= Assignment =
Write out, word for word, every line in the data below from the one containing "<!-- minor casing -->" to the one containing "<!-- trunk -->", both of them included.

= Data under study =
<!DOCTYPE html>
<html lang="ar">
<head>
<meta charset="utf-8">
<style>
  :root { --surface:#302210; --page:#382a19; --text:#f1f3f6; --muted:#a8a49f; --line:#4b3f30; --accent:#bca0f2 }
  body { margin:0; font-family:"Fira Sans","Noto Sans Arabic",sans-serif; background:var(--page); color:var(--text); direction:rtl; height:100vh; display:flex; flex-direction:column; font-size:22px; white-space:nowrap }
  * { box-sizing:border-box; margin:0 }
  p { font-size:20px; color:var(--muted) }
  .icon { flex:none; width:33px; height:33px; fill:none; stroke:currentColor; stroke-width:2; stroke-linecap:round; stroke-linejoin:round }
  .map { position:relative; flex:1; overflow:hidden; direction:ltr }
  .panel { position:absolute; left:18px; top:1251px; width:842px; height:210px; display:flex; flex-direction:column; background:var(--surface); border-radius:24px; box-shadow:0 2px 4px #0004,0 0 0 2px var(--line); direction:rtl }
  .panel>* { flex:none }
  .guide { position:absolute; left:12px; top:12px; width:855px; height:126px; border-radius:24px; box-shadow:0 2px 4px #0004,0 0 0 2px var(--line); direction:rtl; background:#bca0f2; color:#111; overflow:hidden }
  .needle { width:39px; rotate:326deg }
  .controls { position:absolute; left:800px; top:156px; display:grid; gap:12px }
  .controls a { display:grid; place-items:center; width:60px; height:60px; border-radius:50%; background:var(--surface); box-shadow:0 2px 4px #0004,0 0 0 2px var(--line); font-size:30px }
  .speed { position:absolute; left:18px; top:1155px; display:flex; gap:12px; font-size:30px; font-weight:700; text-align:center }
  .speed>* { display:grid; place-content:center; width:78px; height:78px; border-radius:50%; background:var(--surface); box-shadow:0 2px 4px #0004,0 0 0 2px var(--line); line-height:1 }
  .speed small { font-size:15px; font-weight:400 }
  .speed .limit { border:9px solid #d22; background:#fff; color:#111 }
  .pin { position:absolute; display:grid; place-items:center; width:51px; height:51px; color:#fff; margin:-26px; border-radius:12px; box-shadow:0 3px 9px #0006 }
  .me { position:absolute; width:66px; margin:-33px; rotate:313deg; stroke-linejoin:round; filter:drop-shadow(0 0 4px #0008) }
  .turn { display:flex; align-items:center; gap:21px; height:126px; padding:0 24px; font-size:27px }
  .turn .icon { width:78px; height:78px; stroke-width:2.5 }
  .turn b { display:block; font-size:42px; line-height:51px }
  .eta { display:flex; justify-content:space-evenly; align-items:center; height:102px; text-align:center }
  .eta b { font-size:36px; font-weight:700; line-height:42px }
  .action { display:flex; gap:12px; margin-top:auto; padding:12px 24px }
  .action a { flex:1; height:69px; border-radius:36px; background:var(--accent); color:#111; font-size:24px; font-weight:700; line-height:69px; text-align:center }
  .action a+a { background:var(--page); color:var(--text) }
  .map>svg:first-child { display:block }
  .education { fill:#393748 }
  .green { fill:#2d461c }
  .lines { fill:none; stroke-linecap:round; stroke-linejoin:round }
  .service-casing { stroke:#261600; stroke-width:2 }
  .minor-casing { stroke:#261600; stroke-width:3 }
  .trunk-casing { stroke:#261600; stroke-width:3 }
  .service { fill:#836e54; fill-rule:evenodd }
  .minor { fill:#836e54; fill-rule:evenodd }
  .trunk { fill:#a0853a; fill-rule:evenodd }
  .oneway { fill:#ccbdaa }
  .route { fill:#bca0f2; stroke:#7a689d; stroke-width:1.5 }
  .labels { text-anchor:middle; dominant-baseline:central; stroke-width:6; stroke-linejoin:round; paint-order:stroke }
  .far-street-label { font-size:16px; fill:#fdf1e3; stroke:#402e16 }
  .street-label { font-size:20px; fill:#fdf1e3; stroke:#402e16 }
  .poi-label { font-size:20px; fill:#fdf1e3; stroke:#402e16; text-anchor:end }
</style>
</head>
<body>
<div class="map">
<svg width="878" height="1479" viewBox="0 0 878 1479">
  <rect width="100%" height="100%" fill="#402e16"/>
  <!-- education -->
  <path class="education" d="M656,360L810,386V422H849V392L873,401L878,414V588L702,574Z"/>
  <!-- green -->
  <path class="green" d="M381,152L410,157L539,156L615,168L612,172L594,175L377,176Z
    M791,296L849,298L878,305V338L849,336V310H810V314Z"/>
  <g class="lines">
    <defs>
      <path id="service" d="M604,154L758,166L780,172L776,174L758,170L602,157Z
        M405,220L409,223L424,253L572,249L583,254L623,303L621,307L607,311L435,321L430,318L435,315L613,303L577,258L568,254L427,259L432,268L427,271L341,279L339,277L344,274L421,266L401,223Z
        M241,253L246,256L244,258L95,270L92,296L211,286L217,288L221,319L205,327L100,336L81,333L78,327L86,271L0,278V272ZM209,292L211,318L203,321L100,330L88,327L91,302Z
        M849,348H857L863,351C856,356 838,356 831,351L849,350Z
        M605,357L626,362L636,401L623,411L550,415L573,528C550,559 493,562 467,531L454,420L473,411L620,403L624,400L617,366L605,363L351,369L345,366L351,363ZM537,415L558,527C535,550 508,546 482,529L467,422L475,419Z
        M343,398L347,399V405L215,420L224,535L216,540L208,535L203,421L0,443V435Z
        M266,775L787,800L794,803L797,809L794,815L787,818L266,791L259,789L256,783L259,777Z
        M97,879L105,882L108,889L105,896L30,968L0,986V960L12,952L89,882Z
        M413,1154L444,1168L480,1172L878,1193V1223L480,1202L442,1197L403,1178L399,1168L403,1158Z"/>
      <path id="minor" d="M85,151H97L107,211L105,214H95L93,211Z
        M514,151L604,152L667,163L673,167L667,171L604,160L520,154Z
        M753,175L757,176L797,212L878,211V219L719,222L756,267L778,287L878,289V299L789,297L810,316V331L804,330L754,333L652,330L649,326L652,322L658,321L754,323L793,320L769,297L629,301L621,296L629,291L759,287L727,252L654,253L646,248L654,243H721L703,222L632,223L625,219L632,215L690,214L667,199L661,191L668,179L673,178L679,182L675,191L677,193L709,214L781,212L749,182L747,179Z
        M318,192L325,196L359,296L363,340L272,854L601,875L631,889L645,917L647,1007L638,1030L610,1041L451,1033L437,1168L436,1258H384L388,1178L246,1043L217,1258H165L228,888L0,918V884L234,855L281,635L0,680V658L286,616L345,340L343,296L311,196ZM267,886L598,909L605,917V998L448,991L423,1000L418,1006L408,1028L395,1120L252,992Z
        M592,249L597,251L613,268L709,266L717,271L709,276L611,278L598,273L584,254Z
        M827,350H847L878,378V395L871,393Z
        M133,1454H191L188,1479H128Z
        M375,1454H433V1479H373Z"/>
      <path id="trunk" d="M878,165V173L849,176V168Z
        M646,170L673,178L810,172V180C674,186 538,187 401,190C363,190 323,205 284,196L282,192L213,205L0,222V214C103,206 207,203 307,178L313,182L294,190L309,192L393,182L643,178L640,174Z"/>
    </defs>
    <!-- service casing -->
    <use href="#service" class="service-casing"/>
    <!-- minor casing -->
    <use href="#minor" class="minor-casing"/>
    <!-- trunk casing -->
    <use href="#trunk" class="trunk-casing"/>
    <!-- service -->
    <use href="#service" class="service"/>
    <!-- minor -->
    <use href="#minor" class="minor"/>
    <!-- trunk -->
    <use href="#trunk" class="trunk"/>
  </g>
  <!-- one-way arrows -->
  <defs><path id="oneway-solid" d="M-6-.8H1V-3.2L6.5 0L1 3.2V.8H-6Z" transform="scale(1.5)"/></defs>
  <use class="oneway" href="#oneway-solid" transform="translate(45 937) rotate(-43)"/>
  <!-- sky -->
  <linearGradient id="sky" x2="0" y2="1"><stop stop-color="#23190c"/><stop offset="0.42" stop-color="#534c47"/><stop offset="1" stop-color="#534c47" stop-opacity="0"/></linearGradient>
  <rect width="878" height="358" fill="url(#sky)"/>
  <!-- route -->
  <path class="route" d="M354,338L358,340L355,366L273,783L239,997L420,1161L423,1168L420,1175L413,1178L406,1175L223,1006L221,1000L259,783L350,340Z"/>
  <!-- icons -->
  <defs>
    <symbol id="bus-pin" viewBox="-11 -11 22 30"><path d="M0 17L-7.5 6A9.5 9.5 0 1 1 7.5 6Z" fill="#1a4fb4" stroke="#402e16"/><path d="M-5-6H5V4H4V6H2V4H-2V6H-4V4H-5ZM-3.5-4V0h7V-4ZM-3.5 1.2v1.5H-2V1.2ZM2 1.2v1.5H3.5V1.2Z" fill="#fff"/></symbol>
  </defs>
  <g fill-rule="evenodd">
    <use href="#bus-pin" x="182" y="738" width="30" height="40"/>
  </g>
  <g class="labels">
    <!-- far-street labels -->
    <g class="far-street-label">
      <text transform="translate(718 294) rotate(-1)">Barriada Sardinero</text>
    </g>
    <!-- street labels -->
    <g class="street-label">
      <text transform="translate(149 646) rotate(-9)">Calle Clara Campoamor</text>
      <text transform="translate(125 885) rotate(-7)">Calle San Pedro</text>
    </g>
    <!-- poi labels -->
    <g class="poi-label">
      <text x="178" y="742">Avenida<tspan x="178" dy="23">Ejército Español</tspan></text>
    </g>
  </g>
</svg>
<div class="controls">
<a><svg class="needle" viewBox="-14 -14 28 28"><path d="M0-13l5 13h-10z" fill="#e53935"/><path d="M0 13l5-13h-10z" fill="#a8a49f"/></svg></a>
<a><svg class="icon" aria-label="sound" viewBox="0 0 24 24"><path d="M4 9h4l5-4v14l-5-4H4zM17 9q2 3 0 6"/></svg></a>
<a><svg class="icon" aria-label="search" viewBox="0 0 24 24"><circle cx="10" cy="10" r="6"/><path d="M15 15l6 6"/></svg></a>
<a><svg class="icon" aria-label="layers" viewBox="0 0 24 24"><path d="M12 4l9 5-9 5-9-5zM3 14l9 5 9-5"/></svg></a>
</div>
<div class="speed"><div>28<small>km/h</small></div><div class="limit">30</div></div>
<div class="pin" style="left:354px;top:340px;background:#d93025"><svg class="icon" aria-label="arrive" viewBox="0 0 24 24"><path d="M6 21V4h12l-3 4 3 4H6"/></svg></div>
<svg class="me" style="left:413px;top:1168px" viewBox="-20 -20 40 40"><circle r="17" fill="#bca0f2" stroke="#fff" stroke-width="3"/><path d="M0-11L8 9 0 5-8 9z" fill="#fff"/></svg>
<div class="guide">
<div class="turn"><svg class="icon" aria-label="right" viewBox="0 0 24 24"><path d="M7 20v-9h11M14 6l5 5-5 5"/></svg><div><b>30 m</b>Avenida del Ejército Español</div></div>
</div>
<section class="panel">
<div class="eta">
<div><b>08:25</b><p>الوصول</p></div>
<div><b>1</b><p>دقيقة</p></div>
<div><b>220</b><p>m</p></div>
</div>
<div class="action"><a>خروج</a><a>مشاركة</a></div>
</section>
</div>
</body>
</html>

= Output for this exercise =
    <!-- minor casing -->
    <use href="#minor" class="minor-casing"/>
    <!-- trunk casing -->
    <use href="#trunk" class="trunk-casing"/>
    <!-- service -->
    <use href="#service" class="service"/>
    <!-- minor -->
    <use href="#minor" class="minor"/>
    <!-- trunk -->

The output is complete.